Canuck Place Children’s Hospice is more than a physical location. It is a living philosophy; an evolving spirit of care that is deeply rooted in compassion and a strong desire to create lasting change in the lives of children and families.

What began as the goal of one person has evolved into a shared purpose and a powerful collective vision. In 1988, Vancouver nurse Brenda Eng saw a need. Upon visiting England’s Helen House, the world’s first children’s hospice, she returned determined to create a pediatric palliative hospice in British Columbia. The vision for Canuck Place was born.

Inspired by this vision, others joined the cause. Brenda worked with Betty Davies to develop the program and the original model of care, as well as Lois Youngson at the University of British Columbia (UBC). She brought in George Jarvis, marketing executive, who helped her form HUGS Children’s Hospice Society, and together they rallied the community for support. Answering the call were The Vancouver Canucks Hockey Club and the Griffiths family, along with The Vancouver Sun, Variety – The Children’s Charity, Loewen Group and TELUS, as well as many other public and private donors.

New Home

With the money and programs in place, the vision now needed a home.

Glen Brae Manor, a 16,000 sq ft mansion was built in 1910 by Scottish lumber and real estate baron, William Tait. After becoming a private school followed by a rest home, the house was eventually gifted to the City of Vancouver by subsequent owner, Elisabeth Wloskinski. She had just one condition: that the house be used for a purpose which would benefit the community.

The City of Vancouver joined the growing vision by leasing the property to Canuck Place for $1 per year for 50 years. Slowly becoming a reality, the future hospice was renovated to maintain its original splendour and home-like environment, and to include the essential elements required to offer pediatric palliative care.

Canuck Place opened its doors on November 30, 1995, to become the first free-standing hospice in North America, and living proof that a genuine need, combined with vision and a passionate group of caring individuals, can make any goal a reality. Through the support of the Provincial government, Canucks for Kids Fund who have granted over $28 million over two decades, many leading organizations and incredibly generous individuals Canuck Place has thrived. It takes a community to build provincial pediatric palliative care.

A Second Home

In 2009, Canuck Place recognized that we were reaching only 20 – 25% of children and families in need of pediatric palliative care in BC. Armed with passion, experience and a growing team of inspired individuals and partners, we embarked on a quest to open a second hospice location. The vision for Canuck Place – Dave Lede House, located in Abbotsford, BC, was born.

We asked for help, and a caring community responded.

A Caring Community

More children and families need Canuck Place care.
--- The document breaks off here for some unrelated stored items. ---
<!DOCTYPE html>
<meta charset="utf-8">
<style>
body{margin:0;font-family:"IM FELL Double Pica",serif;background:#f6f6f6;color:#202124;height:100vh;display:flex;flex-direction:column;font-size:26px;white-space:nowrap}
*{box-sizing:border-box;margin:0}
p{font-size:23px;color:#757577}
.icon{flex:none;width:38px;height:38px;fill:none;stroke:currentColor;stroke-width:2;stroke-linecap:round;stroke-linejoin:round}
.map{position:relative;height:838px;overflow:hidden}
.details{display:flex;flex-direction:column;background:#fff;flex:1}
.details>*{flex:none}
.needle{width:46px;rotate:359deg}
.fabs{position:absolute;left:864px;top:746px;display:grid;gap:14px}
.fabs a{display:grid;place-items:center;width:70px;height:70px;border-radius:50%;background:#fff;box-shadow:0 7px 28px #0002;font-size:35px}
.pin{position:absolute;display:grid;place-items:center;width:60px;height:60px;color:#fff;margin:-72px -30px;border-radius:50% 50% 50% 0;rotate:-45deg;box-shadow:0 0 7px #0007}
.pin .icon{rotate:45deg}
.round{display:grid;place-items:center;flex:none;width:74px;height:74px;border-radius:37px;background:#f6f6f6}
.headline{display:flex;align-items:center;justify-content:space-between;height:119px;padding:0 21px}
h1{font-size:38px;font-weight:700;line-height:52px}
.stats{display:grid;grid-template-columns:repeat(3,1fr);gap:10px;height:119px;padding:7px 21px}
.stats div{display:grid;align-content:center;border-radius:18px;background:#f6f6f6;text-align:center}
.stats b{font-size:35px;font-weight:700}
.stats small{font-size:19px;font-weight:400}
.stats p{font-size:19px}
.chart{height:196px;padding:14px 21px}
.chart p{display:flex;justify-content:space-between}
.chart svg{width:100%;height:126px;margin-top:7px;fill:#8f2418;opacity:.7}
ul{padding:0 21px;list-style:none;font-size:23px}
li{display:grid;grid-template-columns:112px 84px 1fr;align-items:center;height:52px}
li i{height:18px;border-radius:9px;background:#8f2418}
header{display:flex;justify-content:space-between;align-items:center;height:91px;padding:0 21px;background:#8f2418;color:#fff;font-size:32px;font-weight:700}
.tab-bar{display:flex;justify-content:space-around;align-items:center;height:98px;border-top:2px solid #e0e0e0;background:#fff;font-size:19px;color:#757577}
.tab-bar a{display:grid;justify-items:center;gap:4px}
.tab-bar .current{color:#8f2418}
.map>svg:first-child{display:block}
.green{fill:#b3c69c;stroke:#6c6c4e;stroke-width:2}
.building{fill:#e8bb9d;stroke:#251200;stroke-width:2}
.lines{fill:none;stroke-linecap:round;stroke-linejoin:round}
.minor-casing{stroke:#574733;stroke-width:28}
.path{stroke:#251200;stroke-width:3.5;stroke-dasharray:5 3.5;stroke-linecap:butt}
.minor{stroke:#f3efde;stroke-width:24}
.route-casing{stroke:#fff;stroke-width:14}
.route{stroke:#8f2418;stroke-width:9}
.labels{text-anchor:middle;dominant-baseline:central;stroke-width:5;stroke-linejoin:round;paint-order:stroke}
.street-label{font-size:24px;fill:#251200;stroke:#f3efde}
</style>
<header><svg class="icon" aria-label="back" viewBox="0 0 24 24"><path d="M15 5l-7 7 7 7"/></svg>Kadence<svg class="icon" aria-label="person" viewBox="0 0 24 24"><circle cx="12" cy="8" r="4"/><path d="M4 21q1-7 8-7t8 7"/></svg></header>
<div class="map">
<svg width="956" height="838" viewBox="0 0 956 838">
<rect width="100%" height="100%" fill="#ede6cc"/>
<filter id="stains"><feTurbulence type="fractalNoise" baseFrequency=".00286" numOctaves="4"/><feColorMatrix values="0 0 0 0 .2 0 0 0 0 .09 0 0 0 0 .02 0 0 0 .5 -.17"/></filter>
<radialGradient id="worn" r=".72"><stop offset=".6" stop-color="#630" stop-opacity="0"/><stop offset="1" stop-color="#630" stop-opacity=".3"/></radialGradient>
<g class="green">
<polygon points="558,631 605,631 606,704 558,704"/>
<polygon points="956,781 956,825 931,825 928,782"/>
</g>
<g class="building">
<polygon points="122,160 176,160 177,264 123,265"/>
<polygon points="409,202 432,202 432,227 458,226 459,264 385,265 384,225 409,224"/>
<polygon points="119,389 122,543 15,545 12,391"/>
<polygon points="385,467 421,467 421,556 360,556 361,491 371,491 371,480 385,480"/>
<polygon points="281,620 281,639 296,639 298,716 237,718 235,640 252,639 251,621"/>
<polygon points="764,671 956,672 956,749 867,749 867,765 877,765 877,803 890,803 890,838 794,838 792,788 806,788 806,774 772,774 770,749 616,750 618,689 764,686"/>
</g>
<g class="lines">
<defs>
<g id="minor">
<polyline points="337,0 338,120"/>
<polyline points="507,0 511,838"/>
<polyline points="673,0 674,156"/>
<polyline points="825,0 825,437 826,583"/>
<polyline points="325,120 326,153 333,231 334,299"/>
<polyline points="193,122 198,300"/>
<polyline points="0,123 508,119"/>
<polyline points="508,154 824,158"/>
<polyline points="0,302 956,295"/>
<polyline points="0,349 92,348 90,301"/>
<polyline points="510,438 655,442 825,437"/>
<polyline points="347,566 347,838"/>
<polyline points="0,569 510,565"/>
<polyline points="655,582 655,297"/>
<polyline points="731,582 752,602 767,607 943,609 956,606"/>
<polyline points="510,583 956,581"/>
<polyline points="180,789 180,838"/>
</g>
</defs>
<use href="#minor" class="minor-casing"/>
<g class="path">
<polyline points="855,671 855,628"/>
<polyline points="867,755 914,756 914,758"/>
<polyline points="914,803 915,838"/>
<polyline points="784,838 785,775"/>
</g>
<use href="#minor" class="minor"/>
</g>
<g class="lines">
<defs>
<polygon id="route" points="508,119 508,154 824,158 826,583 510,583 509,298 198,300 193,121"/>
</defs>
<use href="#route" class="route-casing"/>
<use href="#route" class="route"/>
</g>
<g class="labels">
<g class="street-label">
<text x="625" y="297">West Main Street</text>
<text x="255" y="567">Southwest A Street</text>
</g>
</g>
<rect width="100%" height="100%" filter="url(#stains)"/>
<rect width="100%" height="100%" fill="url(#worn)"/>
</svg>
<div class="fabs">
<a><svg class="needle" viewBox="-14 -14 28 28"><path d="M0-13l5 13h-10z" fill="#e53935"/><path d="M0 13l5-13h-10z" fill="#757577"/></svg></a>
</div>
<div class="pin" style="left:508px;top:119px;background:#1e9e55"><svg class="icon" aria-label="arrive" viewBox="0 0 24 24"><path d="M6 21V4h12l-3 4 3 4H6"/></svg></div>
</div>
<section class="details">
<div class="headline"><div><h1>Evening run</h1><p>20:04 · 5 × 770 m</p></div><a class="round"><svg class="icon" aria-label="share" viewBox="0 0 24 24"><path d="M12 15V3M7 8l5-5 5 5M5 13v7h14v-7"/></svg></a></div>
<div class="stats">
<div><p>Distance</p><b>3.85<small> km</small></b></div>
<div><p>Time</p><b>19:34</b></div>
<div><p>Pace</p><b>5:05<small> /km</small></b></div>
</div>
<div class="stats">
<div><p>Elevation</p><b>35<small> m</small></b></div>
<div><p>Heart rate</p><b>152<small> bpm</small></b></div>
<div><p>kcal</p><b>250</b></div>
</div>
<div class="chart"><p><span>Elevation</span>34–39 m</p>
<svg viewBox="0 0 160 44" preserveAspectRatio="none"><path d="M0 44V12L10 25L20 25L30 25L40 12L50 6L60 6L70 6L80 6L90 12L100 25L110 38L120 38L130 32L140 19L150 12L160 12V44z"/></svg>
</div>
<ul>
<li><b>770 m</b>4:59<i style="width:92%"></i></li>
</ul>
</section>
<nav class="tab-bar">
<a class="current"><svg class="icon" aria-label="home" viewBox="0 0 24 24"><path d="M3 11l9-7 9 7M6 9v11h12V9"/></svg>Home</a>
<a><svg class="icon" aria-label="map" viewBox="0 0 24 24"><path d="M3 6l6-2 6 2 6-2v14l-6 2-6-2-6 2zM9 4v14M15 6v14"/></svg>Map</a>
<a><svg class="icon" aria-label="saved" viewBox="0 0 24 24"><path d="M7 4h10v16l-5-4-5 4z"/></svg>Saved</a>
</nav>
As an organization deeply rooted in the core values of compassion and a desire to serve, we must continue to rise to the challenge.

The spirit of care which defines Canuck Place is a powerful force that cannot be contained by four walls alone. With the continued support of donors, partners, staff and volunteers, we can extend our circle of care to reach children and families in need in all corners of the province.

Through our Nancy Chan Enhanced Community Care program, which includes clinical consults in-home and in-hospital, as well as a 24-hour helpline for families and caregivers, we can bring our trusted philosophy, proven practices, and high standards of care to those who need it most when and where they need us.